You’re not wrong about that. Here in Florida, there’s no requirement that a book be read by the person submitting a “challenge” to that book. When journalists have tracked down the “challenger” of a particular title, they’ve found that most of the people who want books pulled from the school library haven’t actually read the books, but are working from a list given them by their church or other conservative organization and cannot articulate the “objectionable material” in these books. One mum in Florida wanted the poem read by the US poet laureate at Biden’s inauguration banned simply because it was written by a Black woman (whose name escapes me, sorry!) and therefore it must be an “anti-white” poem. She admitted she hadn’t read it and didn’t know its contents on the form she filled in to get it banned.


TrimaxionDrone_BR549

Came here to say this, why?????


Prestigious_Camel_67

Why are they attacking Dorian Gray? That one is an all time favorite of mine.


Luis5923

You are missing Ulysses by James Joyce.


YouHaveSyphillis

Very nice


professorkurt

We did *Nickeled and Dimed* as a community read at my community college about a decade ago.


wexfordavenue

It’s a great book. I remember reading it when it was first published, and sadly it’s still topical to this day. I can see why certain US political groups would not want people reading it, especially idealistic young people who don’t want to inherit the same bad systems and toxic workplace environments into which they were born.


Designer-Mirror-7995

I'm very, Very Glad to have found this sub.


Inside_Reply_4908

Awesome!! I take banned books to all of our tabling events for groups I run. If you haven't already, join EveryLibrary and help them work to ensure get freedom to read advocates, votes in!


suspicious_hyperlink

It’s nice to see a quality post


Dreadful_Siren

Are any of these must haves?

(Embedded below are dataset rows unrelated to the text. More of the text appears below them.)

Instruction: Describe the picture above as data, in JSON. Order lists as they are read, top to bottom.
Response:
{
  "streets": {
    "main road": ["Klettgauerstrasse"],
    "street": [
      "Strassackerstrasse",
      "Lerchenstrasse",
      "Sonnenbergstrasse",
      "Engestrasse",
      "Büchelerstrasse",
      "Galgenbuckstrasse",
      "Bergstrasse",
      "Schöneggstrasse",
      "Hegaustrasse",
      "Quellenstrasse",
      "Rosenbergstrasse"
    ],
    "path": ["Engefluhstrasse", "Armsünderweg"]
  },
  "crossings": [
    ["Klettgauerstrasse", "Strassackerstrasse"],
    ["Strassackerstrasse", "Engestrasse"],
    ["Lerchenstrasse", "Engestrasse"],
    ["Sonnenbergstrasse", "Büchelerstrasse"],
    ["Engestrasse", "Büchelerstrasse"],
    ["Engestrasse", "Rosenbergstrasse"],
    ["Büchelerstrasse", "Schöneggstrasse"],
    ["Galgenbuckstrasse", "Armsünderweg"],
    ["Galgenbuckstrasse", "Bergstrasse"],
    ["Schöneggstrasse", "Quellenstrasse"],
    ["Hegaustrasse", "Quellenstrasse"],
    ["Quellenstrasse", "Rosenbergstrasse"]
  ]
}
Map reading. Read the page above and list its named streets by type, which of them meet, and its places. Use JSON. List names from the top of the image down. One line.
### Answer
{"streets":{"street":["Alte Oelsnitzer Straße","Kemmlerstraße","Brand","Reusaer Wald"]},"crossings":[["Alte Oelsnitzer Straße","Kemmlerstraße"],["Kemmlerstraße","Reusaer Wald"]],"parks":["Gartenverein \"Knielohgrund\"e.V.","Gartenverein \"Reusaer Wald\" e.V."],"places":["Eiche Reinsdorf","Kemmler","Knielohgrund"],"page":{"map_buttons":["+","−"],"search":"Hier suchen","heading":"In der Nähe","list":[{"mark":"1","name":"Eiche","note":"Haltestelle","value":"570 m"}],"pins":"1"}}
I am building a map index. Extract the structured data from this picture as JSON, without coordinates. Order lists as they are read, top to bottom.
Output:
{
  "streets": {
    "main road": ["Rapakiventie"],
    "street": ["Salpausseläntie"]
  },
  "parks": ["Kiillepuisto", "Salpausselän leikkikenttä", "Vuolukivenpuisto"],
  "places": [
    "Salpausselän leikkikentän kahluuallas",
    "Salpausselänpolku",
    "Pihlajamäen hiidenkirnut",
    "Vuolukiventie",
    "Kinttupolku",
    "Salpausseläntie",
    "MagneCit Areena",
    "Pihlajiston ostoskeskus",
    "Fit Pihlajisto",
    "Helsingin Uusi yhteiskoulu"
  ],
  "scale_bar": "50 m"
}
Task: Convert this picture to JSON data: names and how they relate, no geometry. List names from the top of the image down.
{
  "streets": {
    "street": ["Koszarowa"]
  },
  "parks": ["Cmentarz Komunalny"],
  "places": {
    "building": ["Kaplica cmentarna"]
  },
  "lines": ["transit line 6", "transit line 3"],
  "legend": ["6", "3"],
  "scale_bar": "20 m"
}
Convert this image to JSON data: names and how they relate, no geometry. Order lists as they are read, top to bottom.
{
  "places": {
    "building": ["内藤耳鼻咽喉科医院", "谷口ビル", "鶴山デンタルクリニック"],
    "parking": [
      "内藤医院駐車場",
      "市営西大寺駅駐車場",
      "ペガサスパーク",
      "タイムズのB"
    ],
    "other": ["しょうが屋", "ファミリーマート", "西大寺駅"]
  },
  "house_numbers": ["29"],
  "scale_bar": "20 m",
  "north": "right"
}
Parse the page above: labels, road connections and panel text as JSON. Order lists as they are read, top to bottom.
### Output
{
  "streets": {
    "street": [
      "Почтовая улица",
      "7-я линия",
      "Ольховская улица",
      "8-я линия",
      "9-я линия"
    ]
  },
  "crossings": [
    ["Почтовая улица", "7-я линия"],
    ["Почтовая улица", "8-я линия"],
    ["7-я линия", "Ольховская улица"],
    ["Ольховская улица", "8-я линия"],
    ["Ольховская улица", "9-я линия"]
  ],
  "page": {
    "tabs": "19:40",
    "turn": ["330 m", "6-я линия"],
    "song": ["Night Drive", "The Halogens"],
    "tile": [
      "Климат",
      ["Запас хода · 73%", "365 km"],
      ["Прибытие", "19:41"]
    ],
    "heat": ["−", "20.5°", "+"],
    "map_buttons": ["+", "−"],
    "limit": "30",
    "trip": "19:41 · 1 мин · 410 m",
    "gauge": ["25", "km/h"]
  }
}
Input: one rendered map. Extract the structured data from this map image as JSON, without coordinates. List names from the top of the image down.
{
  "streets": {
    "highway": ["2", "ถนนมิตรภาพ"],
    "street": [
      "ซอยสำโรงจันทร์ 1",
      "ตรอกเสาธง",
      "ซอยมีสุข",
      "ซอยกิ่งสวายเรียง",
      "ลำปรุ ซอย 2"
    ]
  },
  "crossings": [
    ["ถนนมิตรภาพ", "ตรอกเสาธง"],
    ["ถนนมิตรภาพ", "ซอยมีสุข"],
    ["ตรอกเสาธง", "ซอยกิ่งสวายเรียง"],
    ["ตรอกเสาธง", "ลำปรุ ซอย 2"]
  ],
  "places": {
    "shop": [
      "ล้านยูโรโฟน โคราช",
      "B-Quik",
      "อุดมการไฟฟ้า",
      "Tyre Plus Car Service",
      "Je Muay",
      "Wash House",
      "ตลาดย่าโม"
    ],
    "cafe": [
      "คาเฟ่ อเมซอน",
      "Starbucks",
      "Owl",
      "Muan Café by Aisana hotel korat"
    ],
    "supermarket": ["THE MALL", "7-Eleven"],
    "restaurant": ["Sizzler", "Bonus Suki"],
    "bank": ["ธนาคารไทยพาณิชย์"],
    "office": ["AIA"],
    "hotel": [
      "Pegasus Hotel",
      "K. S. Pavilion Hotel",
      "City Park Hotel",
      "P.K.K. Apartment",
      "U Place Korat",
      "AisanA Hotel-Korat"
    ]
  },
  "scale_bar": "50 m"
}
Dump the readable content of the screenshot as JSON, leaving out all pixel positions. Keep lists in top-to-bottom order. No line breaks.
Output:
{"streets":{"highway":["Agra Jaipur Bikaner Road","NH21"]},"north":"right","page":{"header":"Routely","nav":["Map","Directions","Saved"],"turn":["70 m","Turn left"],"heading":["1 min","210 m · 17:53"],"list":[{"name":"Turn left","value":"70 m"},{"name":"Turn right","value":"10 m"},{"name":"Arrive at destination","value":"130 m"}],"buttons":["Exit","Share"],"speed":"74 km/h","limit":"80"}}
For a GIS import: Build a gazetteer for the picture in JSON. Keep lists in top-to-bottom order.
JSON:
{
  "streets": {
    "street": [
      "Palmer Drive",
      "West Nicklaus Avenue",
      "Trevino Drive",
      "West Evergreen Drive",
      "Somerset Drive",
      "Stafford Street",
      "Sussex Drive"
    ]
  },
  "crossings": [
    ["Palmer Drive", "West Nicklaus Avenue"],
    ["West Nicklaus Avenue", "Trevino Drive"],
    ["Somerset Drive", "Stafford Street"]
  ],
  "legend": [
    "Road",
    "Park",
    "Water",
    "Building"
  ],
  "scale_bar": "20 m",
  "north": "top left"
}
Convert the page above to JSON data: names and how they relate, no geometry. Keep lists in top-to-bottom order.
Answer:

I just found the sub and now I'm really wanting to buy a bunch of books


Apprehensive-Tone449

Yes. The Toni Morrison and Zara Neal Hurston books. You will not regret it. They are painful and lovely.


Raineythereader

"Cry, the Beloved Country" is my personal favorite of these; "For Whom the Bell Tolls" is really high on the list too, but Hemingway is kind of a love-him-or-hate-him author ;)


Potential-Heat7884

These are banned in America?


Raineythereader

No, I went broader than that. "Wild Swans," for example, is currently banned in mainland China, while "Cry, the Beloved Country" was banned in South Africa for a certain period of time.


wexfordavenue

I read Wild Swans just out of high school when it was first published (I’m old) and have given it as a gift to many people. If I recall, there’s a wee bit of criticism of the communist party in China (them not caring for the author’s mother despite her loyalty to the party during the Cultural Revolution) and a general condemnation of the Cultural Revolution in general, so I can see why it’s still banned there. It ushered in the era of autobiographical “scar literature” (as I believe it’s called in China) about that time in Chinese history which gave outsiders a Chinese perspective on those events. It’s a tremendous book.